EXERCISE MATERIALS:

----------------

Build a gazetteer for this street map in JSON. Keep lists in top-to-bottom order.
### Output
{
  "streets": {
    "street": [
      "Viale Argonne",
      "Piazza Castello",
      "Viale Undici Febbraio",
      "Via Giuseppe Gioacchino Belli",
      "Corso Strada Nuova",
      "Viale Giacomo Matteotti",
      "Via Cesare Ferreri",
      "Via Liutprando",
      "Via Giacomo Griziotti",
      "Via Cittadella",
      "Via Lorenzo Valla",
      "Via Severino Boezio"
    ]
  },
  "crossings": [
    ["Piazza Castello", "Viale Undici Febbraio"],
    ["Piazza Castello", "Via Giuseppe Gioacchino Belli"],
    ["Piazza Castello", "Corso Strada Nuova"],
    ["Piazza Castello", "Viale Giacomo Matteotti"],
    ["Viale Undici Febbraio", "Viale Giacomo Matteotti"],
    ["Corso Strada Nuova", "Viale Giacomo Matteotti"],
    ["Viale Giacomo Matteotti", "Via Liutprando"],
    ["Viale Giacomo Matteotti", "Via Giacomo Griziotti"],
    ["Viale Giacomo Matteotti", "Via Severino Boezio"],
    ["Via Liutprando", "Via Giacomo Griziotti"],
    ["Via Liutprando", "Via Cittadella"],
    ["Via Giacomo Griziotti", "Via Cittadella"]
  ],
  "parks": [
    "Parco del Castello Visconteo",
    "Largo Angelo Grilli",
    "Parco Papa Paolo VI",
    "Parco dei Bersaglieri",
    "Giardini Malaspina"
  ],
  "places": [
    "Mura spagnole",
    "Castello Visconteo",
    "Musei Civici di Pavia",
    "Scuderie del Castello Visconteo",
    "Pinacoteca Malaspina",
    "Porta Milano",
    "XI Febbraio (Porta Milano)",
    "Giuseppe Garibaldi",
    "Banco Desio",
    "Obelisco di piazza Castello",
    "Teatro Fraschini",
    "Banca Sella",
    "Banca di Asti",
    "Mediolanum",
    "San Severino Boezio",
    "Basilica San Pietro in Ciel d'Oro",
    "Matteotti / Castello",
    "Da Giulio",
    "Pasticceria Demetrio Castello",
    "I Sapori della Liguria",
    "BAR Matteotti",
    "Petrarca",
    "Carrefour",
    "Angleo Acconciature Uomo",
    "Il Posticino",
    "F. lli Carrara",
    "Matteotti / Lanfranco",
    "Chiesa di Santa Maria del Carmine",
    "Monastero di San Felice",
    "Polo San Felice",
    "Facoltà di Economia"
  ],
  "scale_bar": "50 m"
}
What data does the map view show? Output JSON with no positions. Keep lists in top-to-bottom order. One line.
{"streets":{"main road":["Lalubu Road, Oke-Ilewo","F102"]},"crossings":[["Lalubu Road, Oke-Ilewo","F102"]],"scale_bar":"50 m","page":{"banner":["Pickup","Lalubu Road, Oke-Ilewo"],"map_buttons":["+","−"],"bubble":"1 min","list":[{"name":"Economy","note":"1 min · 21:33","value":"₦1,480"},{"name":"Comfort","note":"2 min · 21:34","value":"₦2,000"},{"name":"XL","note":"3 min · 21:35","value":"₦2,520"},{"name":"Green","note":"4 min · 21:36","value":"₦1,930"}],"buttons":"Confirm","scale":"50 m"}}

----------------

REQUIRED WORK: The whole listing should be transcribed word for word.

YOUR SOLUTION:
Build a gazetteer for this street map in JSON. Keep lists in top-to-bottom order.
### Output
{
  "streets": {
    "street": [
      "Viale Argonne",
      "Piazza Castello",
      "Viale Undici Febbraio",
      "Via Giuseppe Gioacchino Belli",
      "Corso Strada Nuova",
      "Viale Giacomo Matteotti",
      "Via Cesare Ferreri",
      "Via Liutprando",
      "Via Giacomo Griziotti",
      "Via Cittadella",
      "Via Lorenzo Valla",
      "Via Severino Boezio"
    ]
  },
  "crossings": [
    ["Piazza Castello", "Viale Undici Febbraio"],
    ["Piazza Castello", "Via Giuseppe Gioacchino Belli"],
    ["Piazza Castello", "Corso Strada Nuova"],
    ["Piazza Castello", "Viale Giacomo Matteotti"],
    ["Viale Undici Febbraio", "Viale Giacomo Matteotti"],
    ["Corso Strada Nuova", "Viale Giacomo Matteotti"],
    ["Viale Giacomo Matteotti", "Via Liutprando"],
    ["Viale Giacomo Matteotti", "Via Giacomo Griziotti"],
    ["Viale Giacomo Matteotti", "Via Severino Boezio"],
    ["Via Liutprando", "Via Giacomo Griziotti"],
    ["Via Liutprando", "Via Cittadella"],
    ["Via Giacomo Griziotti", "Via Cittadella"]
  ],
  "parks": [
    "Parco del Castello Visconteo",
    "Largo Angelo Grilli",
    "Parco Papa Paolo VI",
    "Parco dei Bersaglieri",
    "Giardini Malaspina"
  ],
  "places": [
    "Mura spagnole",
    "Castello Visconteo",
    "Musei Civici di Pavia",
    "Scuderie del Castello Visconteo",
    "Pinacoteca Malaspina",
    "Porta Milano",
    "XI Febbraio (Porta Milano)",
    "Giuseppe Garibaldi",
    "Banco Desio",
    "Obelisco di piazza Castello",
    "Teatro Fraschini",
    "Banca Sella",
    "Banca di Asti",
    "Mediolanum",
    "San Severino Boezio",
    "Basilica San Pietro in Ciel d'Oro",
    "Matteotti / Castello",
    "Da Giulio",
    "Pasticceria Demetrio Castello",
    "I Sapori della Liguria",
    "BAR Matteotti",
    "Petrarca",
    "Carrefour",
    "Angleo Acconciature Uomo",
    "Il Posticino",
    "F. lli Carrara",
    "Matteotti / Lanfranco",
    "Chiesa di Santa Maria del Carmine",
    "Monastero di San Felice",
    "Polo San Felice",
    "Facoltà di Economia"
  ],
  "scale_bar": "50 m"
}
What data does the map view show? Output JSON with no positions. Keep lists in top-to-bottom order. One line.
{"streets":{"main road":["Lalubu Road, Oke-Ilewo","F102"]},"crossings":[["Lalubu Road, Oke-Ilewo","F102"]],"scale_bar":"50 m","page":{"banner":["Pickup","Lalubu Road, Oke-Ilewo"],"map_buttons":["+","−"],"bubble":"1 min","list":[{"name":"Economy","note":"1 min · 21:33","value":"₦1,480"},{"name":"Comfort","note":"2 min · 21:34","value":"₦2,000"},{"name":"XL","note":"3 min · 21:35","value":"₦2,520"},{"name":"Green","note":"4 min · 21:36","value":"₦1,930"}],"buttons":"Confirm","scale":"50 m"}}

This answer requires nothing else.